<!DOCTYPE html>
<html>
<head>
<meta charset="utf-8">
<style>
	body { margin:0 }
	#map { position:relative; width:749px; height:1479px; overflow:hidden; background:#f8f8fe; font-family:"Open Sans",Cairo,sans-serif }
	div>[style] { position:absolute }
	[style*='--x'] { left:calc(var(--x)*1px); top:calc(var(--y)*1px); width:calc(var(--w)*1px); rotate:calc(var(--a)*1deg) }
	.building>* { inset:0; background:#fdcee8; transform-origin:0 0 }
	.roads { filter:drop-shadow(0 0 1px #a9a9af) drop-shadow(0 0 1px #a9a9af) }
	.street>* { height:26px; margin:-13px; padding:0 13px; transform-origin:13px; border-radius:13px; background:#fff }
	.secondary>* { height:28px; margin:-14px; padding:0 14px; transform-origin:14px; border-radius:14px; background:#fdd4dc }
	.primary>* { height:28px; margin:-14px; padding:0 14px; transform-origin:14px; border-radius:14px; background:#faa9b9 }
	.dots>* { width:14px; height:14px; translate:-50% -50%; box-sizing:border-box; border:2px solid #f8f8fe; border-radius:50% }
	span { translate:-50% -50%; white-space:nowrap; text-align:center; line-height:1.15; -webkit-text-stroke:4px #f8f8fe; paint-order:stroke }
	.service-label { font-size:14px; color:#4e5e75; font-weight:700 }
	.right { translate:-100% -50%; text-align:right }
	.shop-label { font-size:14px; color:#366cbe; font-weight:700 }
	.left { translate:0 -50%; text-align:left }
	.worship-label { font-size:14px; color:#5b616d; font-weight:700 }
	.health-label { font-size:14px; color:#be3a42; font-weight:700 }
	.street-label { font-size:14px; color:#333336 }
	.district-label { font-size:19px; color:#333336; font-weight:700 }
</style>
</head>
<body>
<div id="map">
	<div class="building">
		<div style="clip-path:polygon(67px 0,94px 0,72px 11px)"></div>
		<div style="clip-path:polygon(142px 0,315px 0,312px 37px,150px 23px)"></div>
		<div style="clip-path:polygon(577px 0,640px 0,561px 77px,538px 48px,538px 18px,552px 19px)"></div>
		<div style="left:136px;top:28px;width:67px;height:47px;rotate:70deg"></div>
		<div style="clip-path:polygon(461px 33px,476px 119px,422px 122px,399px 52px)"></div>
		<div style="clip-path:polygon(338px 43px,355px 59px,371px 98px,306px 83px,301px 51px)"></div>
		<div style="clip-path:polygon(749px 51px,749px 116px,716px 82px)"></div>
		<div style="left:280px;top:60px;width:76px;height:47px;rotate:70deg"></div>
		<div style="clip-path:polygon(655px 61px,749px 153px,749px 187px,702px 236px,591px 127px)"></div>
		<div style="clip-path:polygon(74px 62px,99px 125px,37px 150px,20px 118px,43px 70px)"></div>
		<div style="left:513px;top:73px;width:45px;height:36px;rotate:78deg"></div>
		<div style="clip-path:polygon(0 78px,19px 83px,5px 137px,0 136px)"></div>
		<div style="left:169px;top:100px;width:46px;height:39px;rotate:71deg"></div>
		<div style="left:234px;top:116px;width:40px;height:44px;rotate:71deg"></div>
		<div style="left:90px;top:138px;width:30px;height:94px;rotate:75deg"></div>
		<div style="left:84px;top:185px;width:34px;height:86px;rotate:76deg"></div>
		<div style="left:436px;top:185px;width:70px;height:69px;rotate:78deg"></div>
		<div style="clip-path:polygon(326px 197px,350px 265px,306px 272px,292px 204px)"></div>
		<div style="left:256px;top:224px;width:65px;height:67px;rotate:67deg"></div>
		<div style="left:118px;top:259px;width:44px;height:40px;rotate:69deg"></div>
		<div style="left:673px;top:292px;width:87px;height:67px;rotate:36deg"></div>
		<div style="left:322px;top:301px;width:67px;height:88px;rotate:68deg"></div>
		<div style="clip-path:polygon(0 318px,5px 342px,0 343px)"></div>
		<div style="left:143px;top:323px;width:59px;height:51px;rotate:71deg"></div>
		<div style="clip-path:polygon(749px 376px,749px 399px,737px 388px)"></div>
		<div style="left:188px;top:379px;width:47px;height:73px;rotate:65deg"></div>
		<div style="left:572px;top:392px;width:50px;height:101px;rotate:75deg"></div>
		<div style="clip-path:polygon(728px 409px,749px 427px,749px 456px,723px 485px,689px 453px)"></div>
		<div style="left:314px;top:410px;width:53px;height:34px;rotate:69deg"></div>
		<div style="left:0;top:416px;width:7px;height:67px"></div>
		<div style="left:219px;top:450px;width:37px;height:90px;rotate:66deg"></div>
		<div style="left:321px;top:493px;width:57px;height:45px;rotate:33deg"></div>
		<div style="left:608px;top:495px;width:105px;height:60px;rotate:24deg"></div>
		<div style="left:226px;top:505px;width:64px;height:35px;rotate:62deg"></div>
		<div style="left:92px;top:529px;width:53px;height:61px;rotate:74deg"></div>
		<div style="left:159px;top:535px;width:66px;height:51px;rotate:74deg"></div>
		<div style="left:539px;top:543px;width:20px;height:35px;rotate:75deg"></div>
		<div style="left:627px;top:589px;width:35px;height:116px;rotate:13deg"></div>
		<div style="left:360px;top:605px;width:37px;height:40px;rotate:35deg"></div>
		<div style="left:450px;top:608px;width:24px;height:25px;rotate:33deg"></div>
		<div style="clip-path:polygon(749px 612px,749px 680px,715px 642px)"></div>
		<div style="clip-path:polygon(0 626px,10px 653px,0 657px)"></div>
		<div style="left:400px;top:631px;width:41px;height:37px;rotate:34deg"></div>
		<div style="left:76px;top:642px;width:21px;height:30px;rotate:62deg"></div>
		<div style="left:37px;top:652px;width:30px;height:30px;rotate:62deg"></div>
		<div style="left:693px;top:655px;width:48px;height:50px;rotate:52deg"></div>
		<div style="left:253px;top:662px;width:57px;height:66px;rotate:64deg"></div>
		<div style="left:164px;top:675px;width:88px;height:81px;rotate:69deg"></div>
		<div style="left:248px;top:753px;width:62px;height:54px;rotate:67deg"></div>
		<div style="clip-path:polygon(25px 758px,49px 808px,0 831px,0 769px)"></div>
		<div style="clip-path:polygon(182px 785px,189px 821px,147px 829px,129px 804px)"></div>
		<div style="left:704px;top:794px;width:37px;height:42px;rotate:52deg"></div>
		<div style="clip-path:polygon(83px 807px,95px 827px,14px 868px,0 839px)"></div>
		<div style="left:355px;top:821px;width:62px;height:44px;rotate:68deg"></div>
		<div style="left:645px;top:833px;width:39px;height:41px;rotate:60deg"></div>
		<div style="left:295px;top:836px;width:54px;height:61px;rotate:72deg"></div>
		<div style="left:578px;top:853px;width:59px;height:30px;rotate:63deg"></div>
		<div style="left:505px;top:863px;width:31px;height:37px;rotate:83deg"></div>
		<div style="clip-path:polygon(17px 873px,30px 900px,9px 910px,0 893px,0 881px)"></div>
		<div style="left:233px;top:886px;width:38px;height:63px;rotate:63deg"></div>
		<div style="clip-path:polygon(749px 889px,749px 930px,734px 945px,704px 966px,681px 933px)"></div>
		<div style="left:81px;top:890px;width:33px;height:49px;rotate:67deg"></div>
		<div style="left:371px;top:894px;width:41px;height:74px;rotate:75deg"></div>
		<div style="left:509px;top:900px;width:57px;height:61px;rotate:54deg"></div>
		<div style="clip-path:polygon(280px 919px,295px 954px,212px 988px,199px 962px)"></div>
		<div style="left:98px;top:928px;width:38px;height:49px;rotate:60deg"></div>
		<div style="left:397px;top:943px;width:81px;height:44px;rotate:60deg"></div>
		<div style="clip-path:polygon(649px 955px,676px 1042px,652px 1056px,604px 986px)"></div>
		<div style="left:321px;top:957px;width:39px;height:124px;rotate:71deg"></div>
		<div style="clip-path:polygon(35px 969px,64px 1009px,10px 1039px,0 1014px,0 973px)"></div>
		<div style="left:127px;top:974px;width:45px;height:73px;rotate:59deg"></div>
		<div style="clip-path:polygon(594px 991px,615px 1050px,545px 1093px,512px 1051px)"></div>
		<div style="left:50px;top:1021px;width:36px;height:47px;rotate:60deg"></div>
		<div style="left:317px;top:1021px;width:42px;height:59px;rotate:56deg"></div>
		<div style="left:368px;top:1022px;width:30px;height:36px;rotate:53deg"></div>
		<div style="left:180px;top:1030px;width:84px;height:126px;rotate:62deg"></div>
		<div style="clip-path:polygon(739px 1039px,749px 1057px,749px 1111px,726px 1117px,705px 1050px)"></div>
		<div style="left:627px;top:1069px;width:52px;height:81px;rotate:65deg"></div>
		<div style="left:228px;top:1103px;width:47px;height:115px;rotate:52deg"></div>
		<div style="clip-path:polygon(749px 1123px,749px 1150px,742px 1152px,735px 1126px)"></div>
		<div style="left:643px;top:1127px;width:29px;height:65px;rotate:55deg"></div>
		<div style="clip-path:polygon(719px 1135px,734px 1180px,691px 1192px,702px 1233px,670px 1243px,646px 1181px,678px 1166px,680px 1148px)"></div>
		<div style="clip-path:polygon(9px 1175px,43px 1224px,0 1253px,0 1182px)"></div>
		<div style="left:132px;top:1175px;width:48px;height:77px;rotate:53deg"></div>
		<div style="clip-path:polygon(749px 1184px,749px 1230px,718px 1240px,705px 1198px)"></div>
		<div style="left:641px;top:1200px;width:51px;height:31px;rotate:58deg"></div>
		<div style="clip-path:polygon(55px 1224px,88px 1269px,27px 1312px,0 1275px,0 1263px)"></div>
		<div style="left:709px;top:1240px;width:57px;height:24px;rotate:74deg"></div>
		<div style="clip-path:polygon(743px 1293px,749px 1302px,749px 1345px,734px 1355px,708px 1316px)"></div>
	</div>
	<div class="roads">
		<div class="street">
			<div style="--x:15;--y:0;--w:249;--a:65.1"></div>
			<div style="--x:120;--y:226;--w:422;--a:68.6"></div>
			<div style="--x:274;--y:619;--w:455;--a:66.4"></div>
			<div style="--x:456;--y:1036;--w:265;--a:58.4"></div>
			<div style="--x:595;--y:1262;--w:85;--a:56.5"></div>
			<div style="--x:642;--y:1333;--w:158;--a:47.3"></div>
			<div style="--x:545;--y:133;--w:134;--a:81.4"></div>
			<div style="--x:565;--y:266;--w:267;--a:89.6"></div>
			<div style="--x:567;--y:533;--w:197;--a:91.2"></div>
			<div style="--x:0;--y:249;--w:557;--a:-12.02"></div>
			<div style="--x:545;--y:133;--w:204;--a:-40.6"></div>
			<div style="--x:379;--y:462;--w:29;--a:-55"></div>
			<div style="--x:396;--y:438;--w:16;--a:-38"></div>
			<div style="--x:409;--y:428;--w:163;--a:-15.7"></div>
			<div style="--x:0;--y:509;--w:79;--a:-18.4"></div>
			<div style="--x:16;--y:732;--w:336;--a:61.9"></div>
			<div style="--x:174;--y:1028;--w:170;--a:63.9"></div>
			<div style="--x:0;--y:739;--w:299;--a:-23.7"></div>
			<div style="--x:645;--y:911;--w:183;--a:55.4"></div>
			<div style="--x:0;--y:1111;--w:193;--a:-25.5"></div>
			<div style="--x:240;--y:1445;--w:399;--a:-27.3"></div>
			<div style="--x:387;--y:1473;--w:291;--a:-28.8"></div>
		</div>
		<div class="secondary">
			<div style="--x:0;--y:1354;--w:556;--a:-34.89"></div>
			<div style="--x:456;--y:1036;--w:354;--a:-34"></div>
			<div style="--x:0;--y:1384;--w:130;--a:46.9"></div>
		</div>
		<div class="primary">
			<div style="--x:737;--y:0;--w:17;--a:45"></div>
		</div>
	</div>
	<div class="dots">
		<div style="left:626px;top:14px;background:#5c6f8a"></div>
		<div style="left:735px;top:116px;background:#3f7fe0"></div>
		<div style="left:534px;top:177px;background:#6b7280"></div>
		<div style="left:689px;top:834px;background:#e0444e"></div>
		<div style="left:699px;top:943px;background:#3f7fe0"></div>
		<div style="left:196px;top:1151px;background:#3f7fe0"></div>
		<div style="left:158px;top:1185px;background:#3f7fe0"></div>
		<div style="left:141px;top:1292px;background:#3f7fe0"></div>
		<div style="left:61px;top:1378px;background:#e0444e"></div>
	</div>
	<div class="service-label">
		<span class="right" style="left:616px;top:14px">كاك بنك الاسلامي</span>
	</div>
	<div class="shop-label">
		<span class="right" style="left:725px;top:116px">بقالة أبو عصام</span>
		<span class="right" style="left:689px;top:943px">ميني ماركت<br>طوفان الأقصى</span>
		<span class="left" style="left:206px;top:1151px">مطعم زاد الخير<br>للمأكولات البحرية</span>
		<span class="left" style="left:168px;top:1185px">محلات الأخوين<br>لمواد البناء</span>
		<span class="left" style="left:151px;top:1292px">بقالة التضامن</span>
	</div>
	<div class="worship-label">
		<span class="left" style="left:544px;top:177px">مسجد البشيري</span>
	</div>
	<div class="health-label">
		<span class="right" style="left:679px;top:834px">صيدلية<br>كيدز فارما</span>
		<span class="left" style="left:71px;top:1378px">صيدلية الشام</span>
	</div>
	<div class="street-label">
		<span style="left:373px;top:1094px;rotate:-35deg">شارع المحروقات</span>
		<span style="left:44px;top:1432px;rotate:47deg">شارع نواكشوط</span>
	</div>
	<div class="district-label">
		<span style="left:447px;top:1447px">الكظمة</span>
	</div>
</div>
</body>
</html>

──────

EXERCISE REQUIREMENTS:
Could you write out exactly the lines above, starting at the first one and ending with the line that has "translate:-100% -50%; text-align:right"?

OUTPUT:
<!DOCTYPE html>
<html>
<head>
<meta charset="utf-8">
<style>
	body { margin:0 }
	#map { position:relative; width:749px; height:1479px; overflow:hidden; background:#f8f8fe; font-family:"Open Sans",Cairo,sans-serif }
	div>[style] { position:absolute }
	[style*='--x'] { left:calc(var(--x)*1px); top:calc(var(--y)*1px); width:calc(var(--w)*1px); rotate:calc(var(--a)*1deg) }
	.building>* { inset:0; background:#fdcee8; transform-origin:0 0 }
	.roads { filter:drop-shadow(0 0 1px #a9a9af) drop-shadow(0 0 1px #a9a9af) }
	.street>* { height:26px; margin:-13px; padding:0 13px; transform-origin:13px; border-radius:13px; background:#fff }
	.secondary>* { height:28px; margin:-14px; padding:0 14px; transform-origin:14px; border-radius:14px; background:#fdd4dc }
	.primary>* { height:28px; margin:-14px; padding:0 14px; transform-origin:14px; border-radius:14px; background:#faa9b9 }
	.dots>* { width:14px; height:14px; translate:-50% -50%; box-sizing:border-box; border:2px solid #f8f8fe; border-radius:50% }
	span { translate:-50% -50%; white-space:nowrap; text-align:center; line-height:1.15; -webkit-text-stroke:4px #f8f8fe; paint-order:stroke }
	.service-label { font-size:14px; color:#4e5e75; font-weight:700 }
	.right { translate:-100% -50%; text-align:right }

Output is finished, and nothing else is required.